After a couple of weeks' layoff from this project, I got back to work at 4am last night. I never successfully interpolated a variable in a regex like originally wanted to. Luckily, I realized a simple string equality test was all that was needed. After that, everything went very quickly, the only complications being the modified pattern matching syntax.

This code doesn't strike me as wildly Perl6ish, but I suspect this is how I might do day-to-day programming in Perl 6 -- sort of a sturdy traditional Perl 5 structure with little dabs of convenient new stuff. This may be the first time I've ever really used grep -- I was never fully comfortable with the Perl 5 syntax for it for some reason -- and it makes me happy. This code isn't brilliant, but I like it.

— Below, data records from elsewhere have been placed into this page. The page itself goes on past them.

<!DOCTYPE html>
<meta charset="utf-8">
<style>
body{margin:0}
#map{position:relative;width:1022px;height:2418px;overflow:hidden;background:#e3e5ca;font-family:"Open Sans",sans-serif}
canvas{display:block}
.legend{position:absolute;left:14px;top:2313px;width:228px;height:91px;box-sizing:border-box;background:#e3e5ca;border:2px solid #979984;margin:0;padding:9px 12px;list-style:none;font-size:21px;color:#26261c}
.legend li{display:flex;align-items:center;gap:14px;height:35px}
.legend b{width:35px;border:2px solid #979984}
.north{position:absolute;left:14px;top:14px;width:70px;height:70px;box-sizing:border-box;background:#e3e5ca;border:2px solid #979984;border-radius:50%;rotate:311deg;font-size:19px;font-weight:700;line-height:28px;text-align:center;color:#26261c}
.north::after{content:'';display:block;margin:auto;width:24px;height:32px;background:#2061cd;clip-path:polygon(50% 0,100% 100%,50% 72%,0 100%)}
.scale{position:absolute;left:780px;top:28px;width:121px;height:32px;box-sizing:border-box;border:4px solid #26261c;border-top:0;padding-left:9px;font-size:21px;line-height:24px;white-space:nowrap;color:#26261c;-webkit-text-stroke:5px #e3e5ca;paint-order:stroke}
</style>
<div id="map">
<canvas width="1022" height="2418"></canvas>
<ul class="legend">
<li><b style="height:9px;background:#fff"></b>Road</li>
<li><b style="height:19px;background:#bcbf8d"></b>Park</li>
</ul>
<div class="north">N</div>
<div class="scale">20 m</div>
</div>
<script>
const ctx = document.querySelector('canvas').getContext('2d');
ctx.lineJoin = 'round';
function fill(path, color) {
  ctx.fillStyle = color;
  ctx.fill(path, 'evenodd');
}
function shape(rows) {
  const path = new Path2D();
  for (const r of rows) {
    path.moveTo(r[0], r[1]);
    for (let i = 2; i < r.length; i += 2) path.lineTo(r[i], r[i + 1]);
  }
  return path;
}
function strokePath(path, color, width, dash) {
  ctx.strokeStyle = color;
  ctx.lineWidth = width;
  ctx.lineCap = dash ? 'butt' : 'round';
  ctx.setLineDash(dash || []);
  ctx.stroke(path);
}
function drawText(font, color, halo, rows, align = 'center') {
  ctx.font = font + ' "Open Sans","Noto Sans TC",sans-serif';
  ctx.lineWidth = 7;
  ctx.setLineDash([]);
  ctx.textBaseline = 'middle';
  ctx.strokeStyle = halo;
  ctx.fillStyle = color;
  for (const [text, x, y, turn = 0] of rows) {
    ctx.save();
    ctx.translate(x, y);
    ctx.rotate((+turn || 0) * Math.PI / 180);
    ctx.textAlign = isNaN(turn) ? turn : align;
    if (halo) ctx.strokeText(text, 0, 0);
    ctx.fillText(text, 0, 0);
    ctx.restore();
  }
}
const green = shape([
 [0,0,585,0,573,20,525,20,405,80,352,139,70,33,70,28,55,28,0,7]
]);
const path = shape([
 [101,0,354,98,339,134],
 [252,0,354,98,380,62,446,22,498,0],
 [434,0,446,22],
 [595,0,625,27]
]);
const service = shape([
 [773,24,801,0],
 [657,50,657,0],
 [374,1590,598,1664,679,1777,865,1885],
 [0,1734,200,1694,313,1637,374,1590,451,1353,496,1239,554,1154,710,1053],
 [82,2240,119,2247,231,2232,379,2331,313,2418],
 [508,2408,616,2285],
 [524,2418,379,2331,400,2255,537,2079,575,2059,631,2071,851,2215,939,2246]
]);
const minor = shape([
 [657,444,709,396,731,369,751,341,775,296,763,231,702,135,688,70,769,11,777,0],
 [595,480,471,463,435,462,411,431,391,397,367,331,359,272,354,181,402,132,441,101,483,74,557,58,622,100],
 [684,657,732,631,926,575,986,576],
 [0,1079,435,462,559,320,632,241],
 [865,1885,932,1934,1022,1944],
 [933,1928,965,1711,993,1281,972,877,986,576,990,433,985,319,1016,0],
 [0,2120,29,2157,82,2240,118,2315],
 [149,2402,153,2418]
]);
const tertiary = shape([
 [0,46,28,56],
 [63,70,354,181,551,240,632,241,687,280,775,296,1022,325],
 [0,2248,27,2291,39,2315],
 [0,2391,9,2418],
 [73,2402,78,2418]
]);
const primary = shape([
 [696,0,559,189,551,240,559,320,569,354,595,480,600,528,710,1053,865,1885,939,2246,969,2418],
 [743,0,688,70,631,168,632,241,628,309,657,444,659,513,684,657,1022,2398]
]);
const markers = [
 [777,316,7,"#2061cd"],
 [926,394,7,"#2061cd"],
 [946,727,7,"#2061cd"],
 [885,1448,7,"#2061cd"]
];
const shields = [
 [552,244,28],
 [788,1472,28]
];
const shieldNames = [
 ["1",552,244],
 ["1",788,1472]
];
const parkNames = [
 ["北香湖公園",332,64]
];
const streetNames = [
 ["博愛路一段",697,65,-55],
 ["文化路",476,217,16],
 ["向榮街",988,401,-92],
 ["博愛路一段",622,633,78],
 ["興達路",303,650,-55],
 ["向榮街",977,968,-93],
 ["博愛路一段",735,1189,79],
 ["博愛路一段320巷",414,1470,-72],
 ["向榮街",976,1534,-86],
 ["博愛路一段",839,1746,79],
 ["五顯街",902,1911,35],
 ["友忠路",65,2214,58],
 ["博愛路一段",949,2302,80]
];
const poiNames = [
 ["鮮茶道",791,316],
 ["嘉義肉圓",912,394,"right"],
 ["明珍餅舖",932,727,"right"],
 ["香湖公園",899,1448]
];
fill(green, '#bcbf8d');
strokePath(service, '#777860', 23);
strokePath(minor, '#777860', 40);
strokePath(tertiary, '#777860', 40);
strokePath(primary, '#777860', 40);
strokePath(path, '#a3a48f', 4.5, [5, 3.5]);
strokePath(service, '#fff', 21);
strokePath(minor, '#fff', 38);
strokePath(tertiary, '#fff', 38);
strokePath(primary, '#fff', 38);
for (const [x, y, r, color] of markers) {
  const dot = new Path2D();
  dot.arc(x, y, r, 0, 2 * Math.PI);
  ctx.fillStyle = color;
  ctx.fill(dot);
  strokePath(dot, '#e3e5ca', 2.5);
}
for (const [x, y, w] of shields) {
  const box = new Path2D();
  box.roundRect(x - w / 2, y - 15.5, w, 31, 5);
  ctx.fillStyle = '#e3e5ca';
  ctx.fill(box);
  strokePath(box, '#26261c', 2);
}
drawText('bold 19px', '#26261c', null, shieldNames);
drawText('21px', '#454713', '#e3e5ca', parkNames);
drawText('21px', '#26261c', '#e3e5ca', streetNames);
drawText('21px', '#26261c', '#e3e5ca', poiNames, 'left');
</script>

my $wordfile = "wordlist.txt";

my @words = do { my $words = open($wordfile) // die "Unable to open $wordfile: $!\n"; =$words; };

for (@*ARGS) -> $password { say; say $password; my $score = 13; my %dictionary_checks; %dictionary_checks{$password.subst(/0/, "o").lc} = "Password is word with ohs changed to zeroes."; %dictionary_checks{$password.subst(/1/, "l").lc} = "Password is word with ells changed to ones."; %dictionary_checks{$password.lc} = "Password is a word in the dictionary."; %dictionary_checks{$password.chop.lc} = "Password minus last character is a word in the dictionary."; %dictionary_checks{$password.substr(1).lc} = "Password minus first character is a word in the dictionary."; my @hits = grep { %dictionary_checks.exists($^a) }, @words; for @hits -> $trouble { $score--; say "{%dictionary_checks{$trouble}}"; } if ($password.elems < 10 || $password.elems > 20) { $score--; say "Password should be 10-20 characters."; } unless ($password ~~ /\d/) { $score--; say "Password should have a digit in it."; } unless ($password ~~ /<[A..Z]>/) { $score--; say "Password should have an uppercase letter in it."; } unless ($password ~~ /<[a..z]>/) { $score--; say "Password should have a lowercase letter in it."; } unless ($password ~~ /\W/) { $score--; say "Password should have a non-alphanumeric character in it."; } if ($password ~~ /<[A..Z]>**4/) { $score--; say "Password has four uppercase letters in a row."; } if ($password ~~ /<[a..z]>**4/) { $score--; say "Password has four lowercase letters in a row."; } my %letter_freq; for $password.split('') -> $x { %letter_freq{$x}++; } if (%letter_freq.values.max > 1) { $score--; say "Password has duplicate characters."; } say "Score: $score"; }


That last test (the %letter_freq one) compiled and worked on the first try, probably my biggest "Perl 6 just works" moment so far.

I'm a bit uncomfortable with all the repetition in there. I can imagine making the code more elegant by wrapping up the tests as closures and mapping them to the messages, but it seems like that would make it more obscure. Possibly a well-written function (macro of some sort?) to wrap the notion of test, failure message, and dock points?